*** Opening of Given data ***

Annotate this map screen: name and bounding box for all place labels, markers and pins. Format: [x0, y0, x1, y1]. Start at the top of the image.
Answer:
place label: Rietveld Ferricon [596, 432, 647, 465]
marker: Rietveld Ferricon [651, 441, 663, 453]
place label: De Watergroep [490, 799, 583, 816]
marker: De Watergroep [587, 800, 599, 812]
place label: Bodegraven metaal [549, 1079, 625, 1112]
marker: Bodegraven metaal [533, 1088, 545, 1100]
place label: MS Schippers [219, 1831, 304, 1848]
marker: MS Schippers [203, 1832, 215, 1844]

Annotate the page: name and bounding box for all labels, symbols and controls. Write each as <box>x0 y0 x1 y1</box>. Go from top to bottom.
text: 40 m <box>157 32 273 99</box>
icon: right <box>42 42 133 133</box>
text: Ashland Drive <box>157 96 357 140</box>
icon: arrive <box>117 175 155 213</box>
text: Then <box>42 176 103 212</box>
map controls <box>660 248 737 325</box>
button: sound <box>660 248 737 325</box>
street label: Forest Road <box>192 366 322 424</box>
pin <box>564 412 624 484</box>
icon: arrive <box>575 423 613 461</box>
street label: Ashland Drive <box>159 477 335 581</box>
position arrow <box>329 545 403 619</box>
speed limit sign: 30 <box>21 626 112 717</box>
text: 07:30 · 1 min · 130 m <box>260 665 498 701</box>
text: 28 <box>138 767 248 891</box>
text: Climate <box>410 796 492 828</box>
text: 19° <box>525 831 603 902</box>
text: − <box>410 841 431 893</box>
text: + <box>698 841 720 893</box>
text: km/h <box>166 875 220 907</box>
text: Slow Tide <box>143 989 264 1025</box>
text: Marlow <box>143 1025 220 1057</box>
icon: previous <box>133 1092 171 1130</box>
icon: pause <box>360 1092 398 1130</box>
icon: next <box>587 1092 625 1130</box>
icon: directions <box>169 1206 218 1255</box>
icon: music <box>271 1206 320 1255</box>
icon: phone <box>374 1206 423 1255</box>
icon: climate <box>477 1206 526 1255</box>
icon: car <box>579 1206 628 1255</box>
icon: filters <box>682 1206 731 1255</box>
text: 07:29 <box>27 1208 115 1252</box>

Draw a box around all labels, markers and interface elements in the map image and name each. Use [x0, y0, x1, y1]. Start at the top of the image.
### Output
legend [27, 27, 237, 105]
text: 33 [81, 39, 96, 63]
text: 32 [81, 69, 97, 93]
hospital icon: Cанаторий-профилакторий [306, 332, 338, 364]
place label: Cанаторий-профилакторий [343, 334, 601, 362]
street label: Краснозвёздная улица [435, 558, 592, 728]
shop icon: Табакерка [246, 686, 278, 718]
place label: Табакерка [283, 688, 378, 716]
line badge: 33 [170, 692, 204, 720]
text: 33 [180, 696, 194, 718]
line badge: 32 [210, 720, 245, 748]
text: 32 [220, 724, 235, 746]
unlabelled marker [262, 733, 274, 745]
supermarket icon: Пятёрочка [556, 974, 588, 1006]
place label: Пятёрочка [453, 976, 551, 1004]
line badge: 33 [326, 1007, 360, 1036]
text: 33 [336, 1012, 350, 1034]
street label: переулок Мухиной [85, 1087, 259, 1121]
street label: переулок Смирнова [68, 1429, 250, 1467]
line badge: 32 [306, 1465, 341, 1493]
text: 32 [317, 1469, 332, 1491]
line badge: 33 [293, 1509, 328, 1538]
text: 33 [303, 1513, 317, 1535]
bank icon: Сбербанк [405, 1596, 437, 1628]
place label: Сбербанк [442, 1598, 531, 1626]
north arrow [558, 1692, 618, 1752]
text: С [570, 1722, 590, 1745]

*** Close of Given data ***

Give the whole listing again, character for character.

### Your response
Annotate this map screen: name and bounding box for all place labels, markers and pins. Format: [x0, y0, x1, y1]. Start at the top of the image.
Answer:
place label: Rietveld Ferricon [596, 432, 647, 465]
marker: Rietveld Ferricon [651, 441, 663, 453]
place label: De Watergroep [490, 799, 583, 816]
marker: De Watergroep [587, 800, 599, 812]
place label: Bodegraven metaal [549, 1079, 625, 1112]
marker: Bodegraven metaal [533, 1088, 545, 1100]
place label: MS Schippers [219, 1831, 304, 1848]
marker: MS Schippers [203, 1832, 215, 1844]

Annotate the page: name and bounding box for all labels, symbols and controls. Write each as <box>x0 y0 x1 y1</box>. Go from top to bottom.
text: 40 m <box>157 32 273 99</box>
icon: right <box>42 42 133 133</box>
text: Ashland Drive <box>157 96 357 140</box>
icon: arrive <box>117 175 155 213</box>
text: Then <box>42 176 103 212</box>
map controls <box>660 248 737 325</box>
button: sound <box>660 248 737 325</box>
street label: Forest Road <box>192 366 322 424</box>
pin <box>564 412 624 484</box>
icon: arrive <box>575 423 613 461</box>
street label: Ashland Drive <box>159 477 335 581</box>
position arrow <box>329 545 403 619</box>
speed limit sign: 30 <box>21 626 112 717</box>
text: 07:30 · 1 min · 130 m <box>260 665 498 701</box>
text: 28 <box>138 767 248 891</box>
text: Climate <box>410 796 492 828</box>
text: 19° <box>525 831 603 902</box>
text: − <box>410 841 431 893</box>
text: + <box>698 841 720 893</box>
text: km/h <box>166 875 220 907</box>
text: Slow Tide <box>143 989 264 1025</box>
text: Marlow <box>143 1025 220 1057</box>
icon: previous <box>133 1092 171 1130</box>
icon: pause <box>360 1092 398 1130</box>
icon: next <box>587 1092 625 1130</box>
icon: directions <box>169 1206 218 1255</box>
icon: music <box>271 1206 320 1255</box>
icon: phone <box>374 1206 423 1255</box>
icon: climate <box>477 1206 526 1255</box>
icon: car <box>579 1206 628 1255</box>
icon: filters <box>682 1206 731 1255</box>
text: 07:29 <box>27 1208 115 1252</box>

Draw a box around all labels, markers and interface elements in the map image and name each. Use [x0, y0, x1, y1]. Start at the top of the image.
### Output
legend [27, 27, 237, 105]
text: 33 [81, 39, 96, 63]
text: 32 [81, 69, 97, 93]
hospital icon: Cанаторий-профилакторий [306, 332, 338, 364]
place label: Cанаторий-профилакторий [343, 334, 601, 362]
street label: Краснозвёздная улица [435, 558, 592, 728]
shop icon: Табакерка [246, 686, 278, 718]
place label: Табакерка [283, 688, 378, 716]
line badge: 33 [170, 692, 204, 720]
text: 33 [180, 696, 194, 718]
line badge: 32 [210, 720, 245, 748]
text: 32 [220, 724, 235, 746]
unlabelled marker [262, 733, 274, 745]
supermarket icon: Пятёрочка [556, 974, 588, 1006]
place label: Пятёрочка [453, 976, 551, 1004]
line badge: 33 [326, 1007, 360, 1036]
text: 33 [336, 1012, 350, 1034]
street label: переулок Мухиной [85, 1087, 259, 1121]
street label: переулок Смирнова [68, 1429, 250, 1467]
line badge: 32 [306, 1465, 341, 1493]
text: 32 [317, 1469, 332, 1491]
line badge: 33 [293, 1509, 328, 1538]
text: 33 [303, 1513, 317, 1535]
bank icon: Сбербанк [405, 1596, 437, 1628]
place label: Сбербанк [442, 1598, 531, 1626]
north arrow [558, 1692, 618, 1752]
text: С [570, 1722, 590, 1745]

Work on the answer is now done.